Praca nowoczesnego dziecka, by zaskoczyć kolorowanką, jest błogosławieństwem, są one reprezentowane na rynku przez ogromną różnorodność, od najbardziej "dziecinnej" po antystresową. Ale kolorystyka "Głęboko, głęboko w oceanie" autorstwa południowokoreańskiej artystki Sarah Yun z wydawnictwa MIF to jedna z tych, które warto wspomnieć.
O edycjiPierwszą rzeczą, która rzuca się w oczy jest napis na okładce - "najdłuższa kolorystyka 5+ metrów". I tak, ten koloryt, złożony akordeon, można naprawdę rozszerzyć na całą długość pomieszczenia, nawet przechwytując korytarz (sprawdzony przez Chruszczowa).

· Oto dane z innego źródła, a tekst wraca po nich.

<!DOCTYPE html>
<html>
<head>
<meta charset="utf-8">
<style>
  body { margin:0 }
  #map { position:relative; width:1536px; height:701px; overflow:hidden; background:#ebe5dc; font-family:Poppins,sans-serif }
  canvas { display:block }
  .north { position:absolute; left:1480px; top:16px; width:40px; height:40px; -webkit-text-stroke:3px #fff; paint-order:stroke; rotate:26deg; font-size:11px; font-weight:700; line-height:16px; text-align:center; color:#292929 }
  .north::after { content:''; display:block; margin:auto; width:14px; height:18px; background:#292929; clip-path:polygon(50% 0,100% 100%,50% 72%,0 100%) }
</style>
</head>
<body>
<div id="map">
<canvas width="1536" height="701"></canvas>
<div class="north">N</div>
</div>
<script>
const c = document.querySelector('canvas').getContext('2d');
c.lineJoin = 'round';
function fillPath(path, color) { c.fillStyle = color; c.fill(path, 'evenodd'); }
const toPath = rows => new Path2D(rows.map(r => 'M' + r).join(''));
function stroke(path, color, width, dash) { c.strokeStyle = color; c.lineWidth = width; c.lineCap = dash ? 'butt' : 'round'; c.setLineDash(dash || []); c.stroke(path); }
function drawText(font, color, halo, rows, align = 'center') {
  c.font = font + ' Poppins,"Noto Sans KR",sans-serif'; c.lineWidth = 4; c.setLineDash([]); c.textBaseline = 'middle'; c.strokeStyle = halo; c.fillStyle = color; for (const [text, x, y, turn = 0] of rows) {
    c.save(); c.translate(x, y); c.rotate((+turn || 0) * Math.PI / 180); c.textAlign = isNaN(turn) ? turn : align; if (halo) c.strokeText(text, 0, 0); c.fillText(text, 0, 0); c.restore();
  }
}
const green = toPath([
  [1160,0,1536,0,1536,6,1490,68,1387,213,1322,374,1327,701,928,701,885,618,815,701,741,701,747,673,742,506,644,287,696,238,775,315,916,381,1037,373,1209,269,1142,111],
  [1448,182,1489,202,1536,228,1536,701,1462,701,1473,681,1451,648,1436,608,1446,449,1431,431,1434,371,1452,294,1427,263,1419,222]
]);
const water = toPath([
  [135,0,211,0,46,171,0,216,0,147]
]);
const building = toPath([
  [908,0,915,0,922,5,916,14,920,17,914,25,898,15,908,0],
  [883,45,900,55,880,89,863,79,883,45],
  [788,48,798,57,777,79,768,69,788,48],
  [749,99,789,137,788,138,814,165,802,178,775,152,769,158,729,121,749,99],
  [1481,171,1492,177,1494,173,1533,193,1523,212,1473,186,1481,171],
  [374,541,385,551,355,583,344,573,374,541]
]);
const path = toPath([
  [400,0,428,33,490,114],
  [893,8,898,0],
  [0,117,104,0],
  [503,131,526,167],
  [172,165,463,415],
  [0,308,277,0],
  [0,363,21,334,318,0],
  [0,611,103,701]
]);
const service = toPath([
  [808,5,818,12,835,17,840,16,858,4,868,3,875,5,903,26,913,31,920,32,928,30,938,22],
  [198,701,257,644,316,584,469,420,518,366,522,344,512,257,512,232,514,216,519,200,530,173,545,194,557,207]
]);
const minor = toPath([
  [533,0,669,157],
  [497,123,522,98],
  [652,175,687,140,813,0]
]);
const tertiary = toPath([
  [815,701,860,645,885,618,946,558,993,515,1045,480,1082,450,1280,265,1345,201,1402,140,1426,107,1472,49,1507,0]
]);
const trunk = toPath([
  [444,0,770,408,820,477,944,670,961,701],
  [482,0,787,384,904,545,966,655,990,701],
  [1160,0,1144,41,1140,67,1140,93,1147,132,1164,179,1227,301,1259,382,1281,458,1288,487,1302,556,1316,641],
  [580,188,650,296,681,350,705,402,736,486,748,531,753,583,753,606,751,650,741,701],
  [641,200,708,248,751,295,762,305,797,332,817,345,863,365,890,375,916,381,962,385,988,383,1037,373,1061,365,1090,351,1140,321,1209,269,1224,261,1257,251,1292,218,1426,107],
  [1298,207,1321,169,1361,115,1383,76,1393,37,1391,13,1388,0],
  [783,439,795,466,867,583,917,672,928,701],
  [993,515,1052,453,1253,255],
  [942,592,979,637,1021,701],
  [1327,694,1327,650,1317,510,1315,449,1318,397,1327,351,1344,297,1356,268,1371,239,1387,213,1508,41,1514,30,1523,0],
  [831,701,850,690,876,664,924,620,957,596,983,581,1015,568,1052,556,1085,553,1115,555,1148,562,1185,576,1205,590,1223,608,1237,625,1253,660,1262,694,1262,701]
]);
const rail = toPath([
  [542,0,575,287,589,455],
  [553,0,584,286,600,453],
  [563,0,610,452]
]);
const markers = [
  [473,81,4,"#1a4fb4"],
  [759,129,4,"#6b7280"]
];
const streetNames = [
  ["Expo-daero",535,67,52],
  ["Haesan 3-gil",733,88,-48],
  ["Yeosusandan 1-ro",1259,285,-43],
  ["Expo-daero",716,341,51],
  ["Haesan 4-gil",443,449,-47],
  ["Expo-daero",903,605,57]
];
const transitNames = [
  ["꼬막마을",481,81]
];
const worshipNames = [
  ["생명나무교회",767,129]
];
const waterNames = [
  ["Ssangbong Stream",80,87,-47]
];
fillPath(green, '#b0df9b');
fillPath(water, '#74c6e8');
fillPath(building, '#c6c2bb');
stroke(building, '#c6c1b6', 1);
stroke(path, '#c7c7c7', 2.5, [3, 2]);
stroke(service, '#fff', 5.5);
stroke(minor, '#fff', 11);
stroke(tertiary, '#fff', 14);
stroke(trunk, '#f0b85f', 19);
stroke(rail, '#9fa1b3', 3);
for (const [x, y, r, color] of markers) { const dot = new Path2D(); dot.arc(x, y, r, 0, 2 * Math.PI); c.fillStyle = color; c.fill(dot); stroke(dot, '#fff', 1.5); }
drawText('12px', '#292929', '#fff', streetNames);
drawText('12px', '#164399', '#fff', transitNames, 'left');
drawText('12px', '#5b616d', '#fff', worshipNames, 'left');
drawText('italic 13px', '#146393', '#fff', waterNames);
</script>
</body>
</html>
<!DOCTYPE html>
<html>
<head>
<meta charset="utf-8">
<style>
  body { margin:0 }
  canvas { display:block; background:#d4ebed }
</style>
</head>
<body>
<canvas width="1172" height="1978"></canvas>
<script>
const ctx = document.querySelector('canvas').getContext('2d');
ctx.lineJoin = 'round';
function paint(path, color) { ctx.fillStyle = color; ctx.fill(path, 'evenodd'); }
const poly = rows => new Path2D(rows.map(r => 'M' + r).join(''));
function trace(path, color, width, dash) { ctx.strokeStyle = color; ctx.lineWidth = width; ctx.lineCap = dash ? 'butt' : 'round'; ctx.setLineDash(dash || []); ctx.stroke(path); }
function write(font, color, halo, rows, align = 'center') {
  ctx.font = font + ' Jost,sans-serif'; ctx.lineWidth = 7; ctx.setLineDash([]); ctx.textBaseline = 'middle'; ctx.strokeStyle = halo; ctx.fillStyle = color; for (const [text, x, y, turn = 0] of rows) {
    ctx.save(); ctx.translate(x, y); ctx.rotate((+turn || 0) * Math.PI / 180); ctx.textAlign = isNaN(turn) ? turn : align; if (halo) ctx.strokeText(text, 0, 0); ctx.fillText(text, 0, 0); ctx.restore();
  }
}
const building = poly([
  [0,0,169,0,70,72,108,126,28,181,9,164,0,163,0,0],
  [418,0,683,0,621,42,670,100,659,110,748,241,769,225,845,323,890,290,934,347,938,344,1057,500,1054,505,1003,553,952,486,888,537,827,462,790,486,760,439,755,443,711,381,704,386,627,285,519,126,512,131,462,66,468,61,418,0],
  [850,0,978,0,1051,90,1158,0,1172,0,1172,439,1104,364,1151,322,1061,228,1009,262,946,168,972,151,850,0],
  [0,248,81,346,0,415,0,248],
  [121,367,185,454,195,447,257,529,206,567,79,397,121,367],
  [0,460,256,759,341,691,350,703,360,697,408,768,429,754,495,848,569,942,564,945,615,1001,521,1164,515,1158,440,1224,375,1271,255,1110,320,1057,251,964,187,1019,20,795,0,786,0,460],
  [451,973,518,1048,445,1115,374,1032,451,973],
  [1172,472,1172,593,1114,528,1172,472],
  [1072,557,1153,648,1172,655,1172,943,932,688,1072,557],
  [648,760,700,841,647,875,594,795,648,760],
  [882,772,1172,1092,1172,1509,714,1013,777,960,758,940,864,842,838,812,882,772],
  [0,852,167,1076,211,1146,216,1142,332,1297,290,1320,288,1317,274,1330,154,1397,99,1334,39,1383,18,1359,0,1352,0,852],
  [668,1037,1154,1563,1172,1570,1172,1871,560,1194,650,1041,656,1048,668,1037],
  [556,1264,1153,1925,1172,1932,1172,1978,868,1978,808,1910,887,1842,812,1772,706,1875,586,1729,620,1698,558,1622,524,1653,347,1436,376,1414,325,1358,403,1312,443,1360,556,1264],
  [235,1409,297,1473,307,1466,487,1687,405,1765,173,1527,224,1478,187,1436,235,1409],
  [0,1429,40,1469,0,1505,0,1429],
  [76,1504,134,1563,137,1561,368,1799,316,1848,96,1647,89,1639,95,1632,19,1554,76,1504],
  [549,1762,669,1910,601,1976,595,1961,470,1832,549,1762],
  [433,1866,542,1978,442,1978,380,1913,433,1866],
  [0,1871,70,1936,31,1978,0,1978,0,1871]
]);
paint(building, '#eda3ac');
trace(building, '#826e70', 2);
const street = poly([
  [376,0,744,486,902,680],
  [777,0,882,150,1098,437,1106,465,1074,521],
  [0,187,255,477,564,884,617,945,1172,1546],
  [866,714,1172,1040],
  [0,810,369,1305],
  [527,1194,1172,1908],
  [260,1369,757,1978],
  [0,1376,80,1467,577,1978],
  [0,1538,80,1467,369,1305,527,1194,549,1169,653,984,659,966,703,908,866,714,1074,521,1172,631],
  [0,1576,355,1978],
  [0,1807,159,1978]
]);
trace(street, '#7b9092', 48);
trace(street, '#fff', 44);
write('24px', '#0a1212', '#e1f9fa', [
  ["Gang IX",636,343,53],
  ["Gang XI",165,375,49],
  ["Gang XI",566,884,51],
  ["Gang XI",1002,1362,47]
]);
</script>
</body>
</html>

Jeśli chodzi o samą publikację, nawet w tak prostej kwestii jak drukowanie kolorowania, odczuwalny jest poziom wydawnictwa. Książka ma dość duży format niestandardowy 345x220x4 mm, w miękkiej okładce, ale wystarczająco gruba, aby chronić arkusze przed zmiażdżeniem. Miło jest trzymać w rękach, nie ma obcych zapachów.
Sama książkaWewnątrz znajdziesz złożone arkusze samej kolorystyki. Są raczej gęste, przeznaczone do wielokrotnego rozkładania i barwienia. Wydruk jest wyraźny, bardzo szczegółowy. Kolorystyka bardzo głęboko zanurza się w morzu, zanurzając go na dnie, zapoznając z niezwykłymi stworzeniami i morskimi mieszkańcami, a także wspaniałymi budynkami.
Książki nie trzeba układać na pełną długość, można w razie potrzeby obrócić arkusze akordeonu.
Kto jest polecany?Poleciłbym tę książkę dzieciom w wieku od 5 do 99 lat (terapia antystresowa nie zapobiegnie także dorosłym). Jeśli chodzi o dzieci, to z pewnością zainteresuje nawet najbardziej niespokojne dziecko, pomagając rozwinąć umiejętności motoryczne i wytrwałość.
Z tych minusów mogę tylko wskazać na mój lęk, że dziecko może rozerwać kartki, próbować otworzyć kolorowanie na własną rękę, a także zbyt gładkie strony - można tylko ozdabiać obrazkami długopisami.